The Criminal Assets Bureau (Cab) has confiscated 12 online accounts, wallets containing 6,000 bitcoin of a drug dealer who had €55 million (over $59.6 million) of his fortune in the digital currency but lost the keys to access his wallet after hiding them with his fishing rod, which has now gone missing, reported the Irish Times.
This also means, these €53.6 million worth of bitcoin are also out of the Cab’s reach, which has been apparently the biggest case in the Cab’s 25-year history. Bitcoin advocate Andreas Antonopoulos said,
“Funny how people who create money by fiat think they can also seize it by fiat, even when it’s not fiat. “But we said we seized it. In writing and on official paper and everything! What do you mean it’s not seized?” Crypto: I respect your authority but I doubt your ability.”

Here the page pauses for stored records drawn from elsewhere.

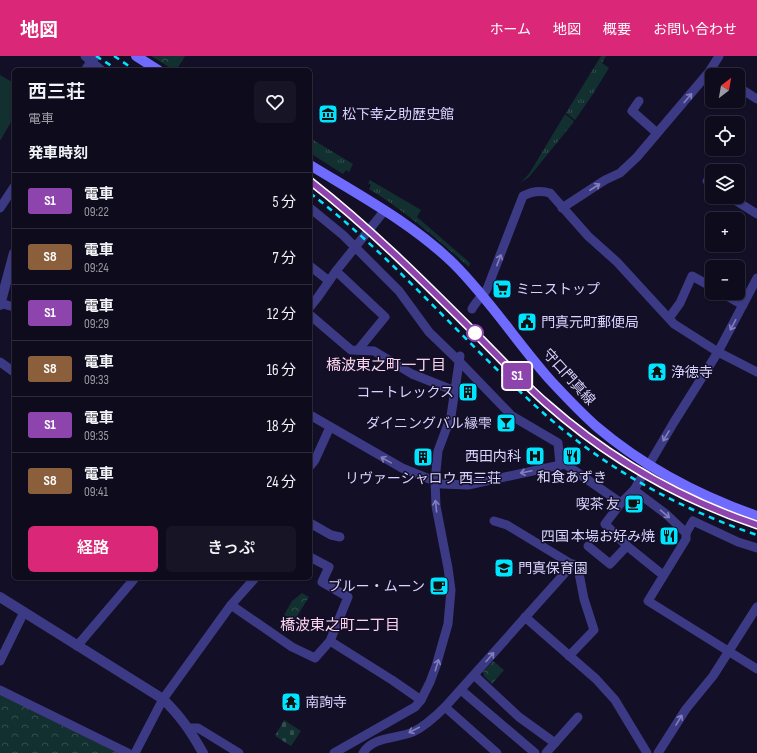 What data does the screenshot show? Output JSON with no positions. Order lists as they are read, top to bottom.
{
  "streets": {
    "main road": ["守口門真線"]
  },
  "districts": ["橋波東之町一丁目", "橋波東之町二丁目"],
  "places": {
    "museum": ["松下幸之助歴史館"],
    "supermarket": ["ミニストップ"],
    "public building": ["門真元町郵便局"],
    "temple": ["浄徳寺", "南詢寺"],
    "building": ["コートレックス", "リヴァーシャロウ 西三荘"],
    "bar": ["ダイニングバル縁雫"],
    "hospital": ["西田内科"],
    "restaurant": ["和食あずき", "四国 本場お好み焼"],
    "cafe": ["喫茶 友", "ブルー・ムーン"],
    "school or university": ["門真保育園"]
  },
  "north": "top right",
  "page": {
    "header": "地図",
    "nav": [
      "ホーム",
      "地図",
      "概要",
      "お問い合わせ"
    ],
    "on_map": "S1",
    "map_buttons": ["+", "−"],
    "heading": [
      ["西三荘", "電車"],
      "発車時刻"
    ],
    "list": [
      {
        "mark": "S1",
        "name": "電車",
        "note": "09:22",
        "value": "5 分"
      },
      {
        "mark": "S8",
        "name": "電車",
        "note": "09:24",
        "value": "7 分"
      },
      {
        "mark": "S1",
        "name": "電車",
        "note": "09:29",
        "value": "12 分"
      },
      {
        "mark": "S8",
        "name": "電車",
        "note": "09:33",
        "value": "16 分"
      },
      {
        "mark": "S1",
        "name": "電車",
        "note": "09:35",
        "value": "18 分"
      },
      {
        "mark": "S8",
        "name": "電車",
        "note": "09:41",
        "value": "24 分"
      }
    ],
    "buttons": ["経路", "きっぷ"]
  }
}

However, trader Crypto Gainz says, even still,
“you know the amount of bitcoin and presumably the owner of the address(es) Now try it with monero. You wouldn’t even know the amount seized. It wouldn’t warrant a headline.”
Punishment of stupidity
The drug dealer Clifton Collins, 49, from Dublin, originally bought most of his bitcoin in late 2011 and early 2012 using cash that he made from growing crops of cannabis. In the last decade, Bitcoin’s value soared 9 million percent and is currently trading at $9,630.
In early 2017, during the last bull run, he had these over 6,000 BTC in one account but because it might be too easy for hackers to access, Collins spread it across 12 accounts, 500 Bitcoin worth €4.5 million in each wallet.

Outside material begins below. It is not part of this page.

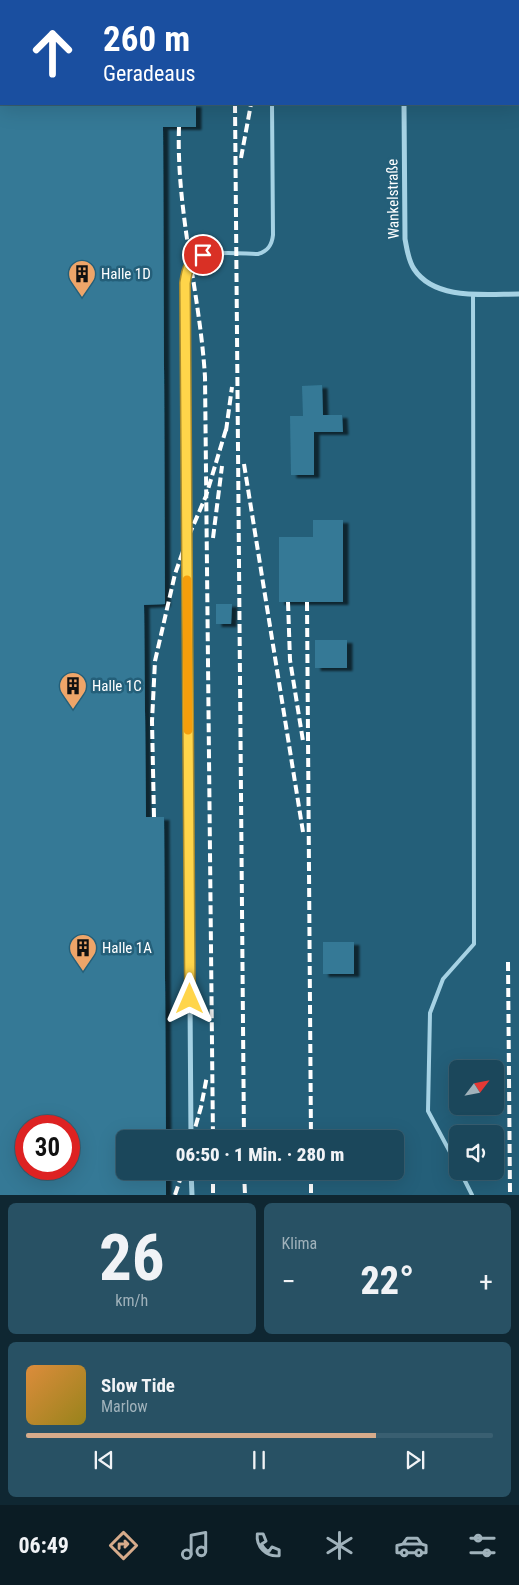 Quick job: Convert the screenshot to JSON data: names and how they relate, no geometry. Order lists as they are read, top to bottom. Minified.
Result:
{"streets":{"street":["Wankelstraße"]},"places":{"building":["Halle 1D","Halle 1C","Halle 1A"]},"north":"top right","page":{"turn":["260 m","Geradeaus"],"limit":"30","trip":"06:50 · 1 Min. · 280 m","tile":[["26","km/h"],"Klima"],"heat":["−","22°","+"],"song":["Slow Tide","Marlow"],"tabs":"06:49"}}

Collins printed out the code on a piece of paper and hid it inside the aluminum cap of his case containing his fishing rod which he kept at his rented home in Cornamona, Co Galway. But a burglary during the time he was arrested and jailed for possession of cannabis lost him his fishing rod and the codes to access his wallet. However, Collins has reportedly come to terms with the loss of the money and took it as a punishment for his own stupidity.
For now, Cab has been able to access only a small stash of Bitcoin valued at €1.5 million that he had in other accounts and seized them along with €100,000 in cash.
Garda officers are hopeful that advances in technology would allow them one day to access the bitcoin that they haven’t’ been able to so they could be sold.